Many consumers end up losing money on their gift cards because they don’t redeem them right away. A recent Consumer Reports poll found that one quarter of those given gift cards last holiday season still have at least one card they haven’t used and 11 percent of recipients have four or more. The TowerGroup estimated that about $8 billion remained unredeemed on gift cards in 2006.
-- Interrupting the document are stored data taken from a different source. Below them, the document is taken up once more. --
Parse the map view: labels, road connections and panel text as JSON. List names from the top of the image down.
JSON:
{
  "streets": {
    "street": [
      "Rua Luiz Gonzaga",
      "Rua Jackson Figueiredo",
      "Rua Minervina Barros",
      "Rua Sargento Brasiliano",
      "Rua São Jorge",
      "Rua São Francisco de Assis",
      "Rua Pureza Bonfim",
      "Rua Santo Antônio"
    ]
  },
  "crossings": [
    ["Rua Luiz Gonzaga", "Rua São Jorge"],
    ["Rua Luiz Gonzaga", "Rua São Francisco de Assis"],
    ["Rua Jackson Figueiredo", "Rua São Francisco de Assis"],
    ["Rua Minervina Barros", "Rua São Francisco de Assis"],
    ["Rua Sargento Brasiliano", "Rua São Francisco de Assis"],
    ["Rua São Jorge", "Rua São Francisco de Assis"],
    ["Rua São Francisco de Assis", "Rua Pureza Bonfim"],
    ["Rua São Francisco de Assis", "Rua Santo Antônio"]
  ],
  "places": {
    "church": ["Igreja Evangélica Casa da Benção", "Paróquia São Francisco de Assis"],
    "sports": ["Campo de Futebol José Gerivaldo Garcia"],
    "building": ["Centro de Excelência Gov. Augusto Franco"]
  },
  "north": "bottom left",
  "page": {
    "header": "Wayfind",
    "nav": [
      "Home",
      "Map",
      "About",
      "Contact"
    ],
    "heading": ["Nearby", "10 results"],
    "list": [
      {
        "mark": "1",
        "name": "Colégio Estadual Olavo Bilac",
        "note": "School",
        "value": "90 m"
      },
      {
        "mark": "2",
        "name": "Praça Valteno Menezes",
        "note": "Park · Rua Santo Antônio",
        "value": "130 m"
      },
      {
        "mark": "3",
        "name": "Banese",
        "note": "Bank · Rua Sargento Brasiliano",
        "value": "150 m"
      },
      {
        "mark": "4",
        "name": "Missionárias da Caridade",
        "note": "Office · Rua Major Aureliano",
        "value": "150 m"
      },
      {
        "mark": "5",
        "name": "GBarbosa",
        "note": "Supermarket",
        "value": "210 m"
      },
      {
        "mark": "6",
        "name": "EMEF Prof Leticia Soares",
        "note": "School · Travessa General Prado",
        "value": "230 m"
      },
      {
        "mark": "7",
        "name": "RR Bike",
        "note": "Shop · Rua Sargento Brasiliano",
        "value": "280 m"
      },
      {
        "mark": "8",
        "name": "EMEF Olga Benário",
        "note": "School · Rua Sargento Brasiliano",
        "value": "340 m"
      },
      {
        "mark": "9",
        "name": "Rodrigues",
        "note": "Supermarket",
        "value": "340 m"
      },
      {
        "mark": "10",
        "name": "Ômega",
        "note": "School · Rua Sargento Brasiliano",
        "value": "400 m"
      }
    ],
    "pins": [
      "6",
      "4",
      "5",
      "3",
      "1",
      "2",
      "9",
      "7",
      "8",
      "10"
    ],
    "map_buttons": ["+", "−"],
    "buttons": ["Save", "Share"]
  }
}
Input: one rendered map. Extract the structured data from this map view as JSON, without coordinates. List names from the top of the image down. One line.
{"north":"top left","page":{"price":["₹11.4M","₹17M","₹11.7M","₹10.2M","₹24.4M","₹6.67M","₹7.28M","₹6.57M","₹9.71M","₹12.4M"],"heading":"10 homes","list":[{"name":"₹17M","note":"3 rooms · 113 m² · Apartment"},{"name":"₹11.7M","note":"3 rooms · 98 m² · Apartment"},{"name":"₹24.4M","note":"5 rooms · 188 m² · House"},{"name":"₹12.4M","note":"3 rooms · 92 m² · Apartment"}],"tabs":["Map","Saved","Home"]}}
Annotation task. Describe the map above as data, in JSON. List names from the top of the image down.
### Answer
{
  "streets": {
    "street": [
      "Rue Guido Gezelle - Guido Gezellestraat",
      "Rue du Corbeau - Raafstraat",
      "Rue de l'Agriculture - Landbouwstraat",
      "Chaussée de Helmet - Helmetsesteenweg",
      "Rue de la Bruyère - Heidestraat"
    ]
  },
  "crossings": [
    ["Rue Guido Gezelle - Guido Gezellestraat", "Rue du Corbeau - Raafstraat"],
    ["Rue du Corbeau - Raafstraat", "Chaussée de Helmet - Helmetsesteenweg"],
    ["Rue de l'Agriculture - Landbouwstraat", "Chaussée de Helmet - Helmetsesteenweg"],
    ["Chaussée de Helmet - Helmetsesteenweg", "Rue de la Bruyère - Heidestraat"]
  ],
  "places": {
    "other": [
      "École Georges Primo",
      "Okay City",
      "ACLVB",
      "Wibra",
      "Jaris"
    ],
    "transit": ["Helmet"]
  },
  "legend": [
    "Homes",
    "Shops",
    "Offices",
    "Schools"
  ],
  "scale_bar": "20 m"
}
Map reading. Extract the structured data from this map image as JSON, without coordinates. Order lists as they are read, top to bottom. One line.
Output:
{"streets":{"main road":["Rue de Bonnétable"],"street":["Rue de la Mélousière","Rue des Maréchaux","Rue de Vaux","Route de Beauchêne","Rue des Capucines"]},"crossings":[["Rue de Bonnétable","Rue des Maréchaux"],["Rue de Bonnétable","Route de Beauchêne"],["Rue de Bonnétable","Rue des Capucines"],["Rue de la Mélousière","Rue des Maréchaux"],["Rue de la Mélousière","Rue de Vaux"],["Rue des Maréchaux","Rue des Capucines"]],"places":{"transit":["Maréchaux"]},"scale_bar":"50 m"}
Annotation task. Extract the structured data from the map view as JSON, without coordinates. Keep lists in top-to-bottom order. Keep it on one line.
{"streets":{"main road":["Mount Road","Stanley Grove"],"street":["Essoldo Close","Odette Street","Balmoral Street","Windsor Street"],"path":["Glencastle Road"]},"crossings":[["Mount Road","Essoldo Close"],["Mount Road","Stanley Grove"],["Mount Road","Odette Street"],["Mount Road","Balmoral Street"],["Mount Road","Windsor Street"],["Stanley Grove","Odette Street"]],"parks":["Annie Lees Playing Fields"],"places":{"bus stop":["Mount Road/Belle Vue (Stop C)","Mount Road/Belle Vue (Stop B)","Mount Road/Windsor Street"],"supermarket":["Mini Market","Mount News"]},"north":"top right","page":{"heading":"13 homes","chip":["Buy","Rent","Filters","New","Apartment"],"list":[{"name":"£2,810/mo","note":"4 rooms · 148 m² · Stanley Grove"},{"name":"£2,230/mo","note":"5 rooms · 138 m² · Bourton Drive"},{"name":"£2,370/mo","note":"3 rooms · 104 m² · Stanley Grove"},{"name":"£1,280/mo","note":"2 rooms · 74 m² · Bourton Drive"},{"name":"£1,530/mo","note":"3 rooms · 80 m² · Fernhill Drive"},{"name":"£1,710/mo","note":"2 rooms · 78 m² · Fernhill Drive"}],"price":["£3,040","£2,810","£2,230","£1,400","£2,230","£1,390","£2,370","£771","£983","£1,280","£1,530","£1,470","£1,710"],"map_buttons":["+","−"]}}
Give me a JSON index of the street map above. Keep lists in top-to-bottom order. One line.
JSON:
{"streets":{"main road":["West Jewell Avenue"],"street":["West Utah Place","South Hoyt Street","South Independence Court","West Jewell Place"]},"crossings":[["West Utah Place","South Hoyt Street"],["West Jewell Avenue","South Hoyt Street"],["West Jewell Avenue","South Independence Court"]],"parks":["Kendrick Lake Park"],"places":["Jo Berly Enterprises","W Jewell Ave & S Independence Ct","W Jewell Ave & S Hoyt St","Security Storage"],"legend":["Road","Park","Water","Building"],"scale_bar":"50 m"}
In a letter to the Fed today, Consumers Union, Consumer Action, Consumer Federation of America, and the National Consumer Law Center urged regulators to:
Cap the amount that gift card issuers can charge for inactivity fees. The Credit Card Act of 2009 prohibits card issuers from charging inactivity fees on cards if they have been used within the past 12 months. After twelve months of inactivity, card issuers will be allowed to charge a monthly inactivity fee. Consumers Union urged the Fed to protect consumers more fully by limiting the amount that that can be charged for inactivity to no more than the actual cost incurred by card issuers for maintaining the card.
Limit fees on low value cards. Consumers Union urged the Fed to follow the lead of states like California, Oklahoma and Washington which have limited fees that can be charged for inactivity when the balance on the card is $5 or less. These states limit card issuers to charging a $1 per month fee.
Limit when inactivity fees can be charged. Many consumers report that they face difficulties using their gift cards because merchants often will not accept their cards when they don’t cover the full cost of the purchase or when they cannot determine the remaining amount on the card. Consumers Union urged the Fed to count such transactions as “activity” on the card so that consumers don’t start incurring inactivity fees when they’ve attempted to use them.
Make sure consumers are protected from early expiration of gift cards. Under the Credit Card Act of 2009, gift cards cannot expire less than five years from the date the card was purchased or money was last added to the card, whichever is later. However, many gift cards are stamped with a “valid thru” date,” which is the estimated lifespan of the card’s magnetic stripe and could be less than five years from the time the card was purchased. Consumers Union urged the Fed to require card issuers to select expiration periods long enough that the card will have at least five years of remaining life when it is purchased. Card issuers should be required to disclose on the card that the card may be valid beyond the date imprinted on it and to provide an 800 phone number on the card that consumers can use to easily find out when their cards actually expire.
Protect consumers from losing funds on lost or stolen prepaid cards. Prepaid cards are reloadable cards that can be used to make payments similar to debit cards and are becoming increasingly popular. But consumers using prepaid cards don’t enjoy the same safeguards as debit cards if their cards are lost or stolen and could end up losing all of their funds. Consumers Union urged the Fed to ensure that prepaid cards come with the same protections as debit cards so the consumer’s liability is limited to $50 and he or she can recover missing money.
The new gift card regulations will cover both retailer gift cards and prepaid general use gift cards (the ones that often are branded as Visa, American Express, MasterCard, or Discover). The law does not cover rewards, loyalty, telephone or promotional cards and does not cover paper gift cards or paper gift certificates.